The asymmetric locking order in the two code paths can lead to AB-BA
deadlocks.
Michael Haeuptle reports such deadlocks on simultaneous hot-removal and
vfio release (the latter implies a Secondary Bus Reset):
pciehp_ist() # down_read(reset_lock)
pciehp_handle_presence_or_link_change()
pciehp_disable_slot()
__pciehp_disable_slot()
remove_board()
pciehp_unconfigure_device()
pci_stop_and_remove_bus_device()
pci_stop_bus_device()
pci_stop_dev()
device_release_driver()
device_release_driver_internal()
__device_driver_lock() # device_lock()
SYS_munmap()
vfio_device_fops_release()
vfio_device_group_close()
vfio_device_close()
vfio_device_last_close()
>> Here is my test process, I’m running kernel with 6.6.40 and SPDK v22.05:
>> 1. SPDK use vfio driver to takeover two nvme disks, running some io in nvme.
>> 2. pull out two nvme disks
>> 3. Try to kill -9 SPDK process.
>> Then deadlock issue happened. For now I can 100% reproduce this problem. I’m not an export in PCI, but I did a brief analysis:
>> irq 149 thread take pci_rescan_remove_lock mutex lock, and wait for SPDK to release vfio.
>> irq 148 thread take reset_lock of ctrl A, and wait for psi_rescan_remove_lock
>> SPDK process try to release vfio driver, but wait for reset_lock of ctrl A.
>>
>>
>> irq/149-pciehp stack, cat /proc/514/stack,
>> [<0>] pciehp_unconfigure_device+0x48/0x160 // wait for pci_rescan_remove_lock
>> [<0>] pciehp_disable_slot+0x6b/0x130 // hold reset_lock of ctrl A
>> [<0>] pciehp_handle_presence_or_link_change+0x7d/0x4d0
>> [<0>] pciehp_ist+0x236/0x260
>> [<0>] irq_thread_fn+0x1b/0x60
>> [<0>] irq_thread+0xed/0x190
>> [<0>] kthread+0xe4/0x110
>> [<0>] ret_from_fork+0x2d/0x50
>> [<0>] ret_from_fork_asm+0x11/0x20
>>
>>
>> irq/148-pciehp stack, cat /proc/513/stack
>> [<0>] vfio_unregister_group_dev+0x97/0xe0 [vfio] //wait for
>
> My mistake, this is wait for SPDK to release vfio device. This problem can reproduce in 6.12.

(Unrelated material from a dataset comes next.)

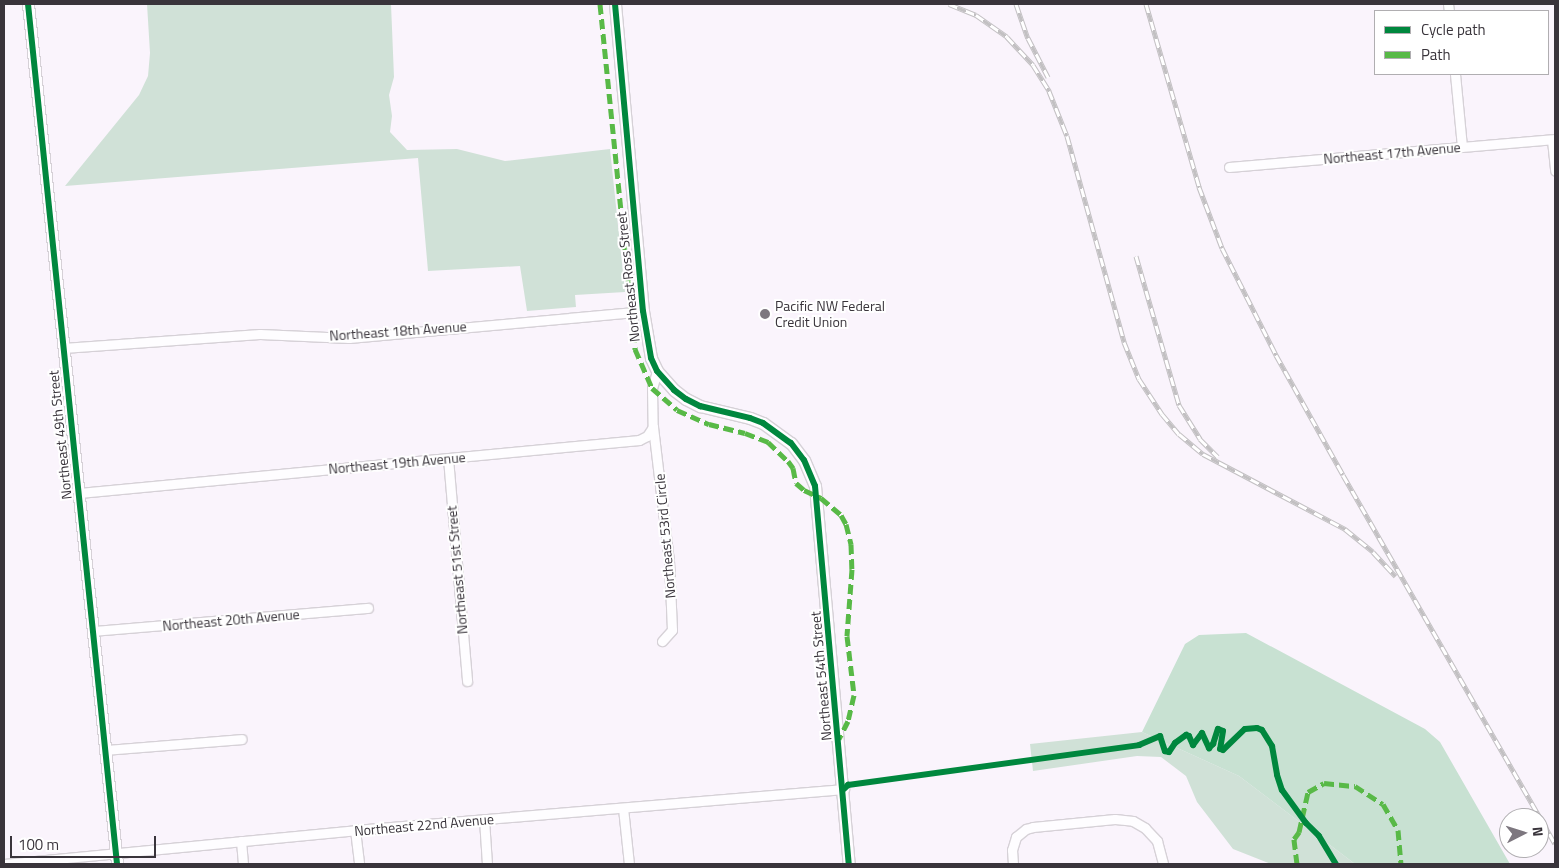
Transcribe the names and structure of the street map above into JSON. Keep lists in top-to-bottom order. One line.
{"streets":{"street":["Northeast 17th Avenue","Northeast Ross Street","Northeast 18th Avenue","Northeast 49th Street","Northeast 19th Avenue","Northeast 53rd Circle","Northeast 51st Street","Northeast 20th Avenue","Northeast 54th Street","Northeast 22nd Avenue"]},"crossings":[["Northeast Ross Street","Northeast 18th Avenue"],["Northeast Ross Street","Northeast 54th Street"],["Northeast 18th Avenue","Northeast 49th Street"],["Northeast 49th Street","Northeast 19th Avenue"],["Northeast 49th Street","Northeast 20th Avenue"],["Northeast 49th Street","Northeast 22nd Avenue"],["Northeast 19th Avenue","Northeast 53rd Circle"],["Northeast 19th Avenue","Northeast 51st Street"],["Northeast 54th Street","Northeast 22nd Avenue"]],"places":["Pacific NW Federal Credit Union"],"legend":["Cycle path","Path"],"scale_bar":"100 m","north":"right"}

> Besides, My college give me an idea, we can make vfio_device_fops_release be async, so when we close fd, it
> won’t block, and when we close another fd, it will release vfio device, this stack will not block too, then the deadlock disappears.
>
In the hotplug path, vfio needs to notify userspace to stop the usage of
this device and release reference on the vfio_device. When the last
refcount is released, the wait in the vfio_unregister_group_dev() will be
unblocked. It is the vfio_device_fops_release() either userspace exits or
userspace explicitly close the vfio device fd. Your below test patch moves
the majority of the vfio_device_fops_release() out of the existing path.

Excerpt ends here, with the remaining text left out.